A large clinical trial of routing VL monitoring was successfully implemented in a dynamic and rapidly growing national ART program. Close collaboration with local health authorities and adequate reserve staff were critical to success. Randomized controlled trials such as this will likely prove valuable in determining long-term outcomes in resource-constrained settings.

Trial Registration

Clinicaltrials.gov NCT00929604

Introduction

The rapid expansion of access to antiretroviral therapy (ART) in sub-Saharan Africa has led to dramatic drops in AIDS-related mortality in a variety of settings, [1], [2], [3], [4], [5] but a tremendous unmet need for HIV care remains. [6] Limited healthcare infrastructure, personnel, and funding create a tension between the twin goals of expanding access to ART and optimizing care for those already receiving treatment. Arguments to minimize sophisticated laboratory monitoring in favor of treatment program expansion [7] must be weighed against the potential for improved outcomes and cost savings associated with better tools for monitoring treatment. [8]

The measurement of HIV-1 RNA levels (i.e., viral load [VL]) is recommended to monitor the response to ART in developed countries. [9], [10] The World Health Organization (WHO) does not recommend routine VL testing in resource-constrained settings, in part due to the cost and complex infrastructure needed for reliable results. [11] In these settings, WHO has proposed the use of clinical and CD4+ lymphocyte-based criteria to guide treatment decisions. However, multiple studies have demonstrated the poor performance of these criteria in sub-Saharan Africa and the frequent discordance between immunologic and virologic responses to ART. [12], [13], [14], [15]
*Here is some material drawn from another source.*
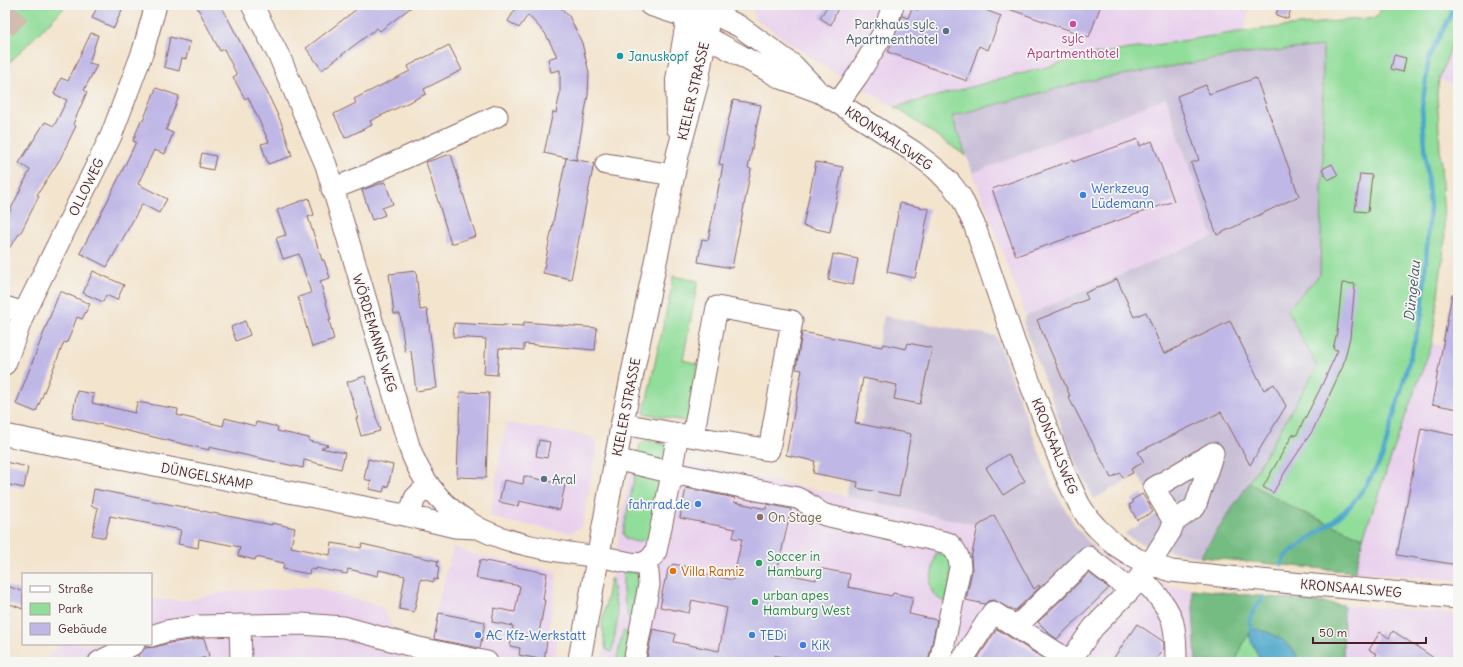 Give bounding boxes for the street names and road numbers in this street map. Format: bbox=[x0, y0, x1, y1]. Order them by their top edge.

Given the lack of third-line ART regimens in much of sub-Saharan Africa and the high cost, sophisticated laboratory equipment, and technical training necessary to perform VL testing, the widespread adoption of this technology must be informed by solid evidence. To obtain these data, we implemented a large clinical trial investigating the public health impact of routine virologic monitoring on patient outcomes in Lusaka, Zambia. A clinic-level, cluster-randomized design was selected as most appropriate from a logistical and ethical perspective. In this report, we describe the study design, statistical considerations, baseline characteristics of the cohort, and our experience in implementing a large clinical trial in a resource-constrained setting.

Methods

The protocol for this trial and supporting CONSORT checklist are available as supporting information; see Checklist S1 and Protocol S1.

Ethics Statement

This study was conducted according to the principles expressed in the Declaration of Helsinki. The study protocol and consent documents were approved by the University of Zambia Research Ethics Committee (reference number 002-04-06) and the University of Alabama at Birmingham institutional review board (reference number X060707001). Written informed consent was obtained from all adult participants; no minors were enrolled in the study.

Study Design

‘Effectiveness of HIV Viral Load Monitoring on Patient Outcome in Resource-Poor Settings’ - known locally as the Viral Load Study or VLS - is a two-arm, clinic-level cluster randomized trial to evaluate the use of routine plasma HIV-1 VL monitoring to improve survival and decrease HIV disease progression in patients initiating ART in Lusaka, Zambia. Participants enrolled in the study intervention arm of VLS receive VL testing at ART initiation and at 3, 6, 12, and 18 months post-initiation, and the results are provided to the clinician for the purpose of patient care. Participants in the study control arm receive ‘discretionary’ viral load testing according to local guidelines: VL testing is performed for those patients meeting either clinical or immunologic criteria for treatment failure, but not both. Patients meeting both clinical and immunologic criteria for therapeutic failure are assumed to have virologic failure, and VL testing is not performed. Discretionary viral load testing was performed on fewer than 7% of all patients in the ART program in 2008. Participants in the control arm have blood drawn according to the same schedule as the intervention arm, but the samples are frozen and archived. Aside from routine VL testing (in the intervention arm) or phlebotomy (in the control arm), VLS participants receive local standard medical care. Figure 1 describes the study design.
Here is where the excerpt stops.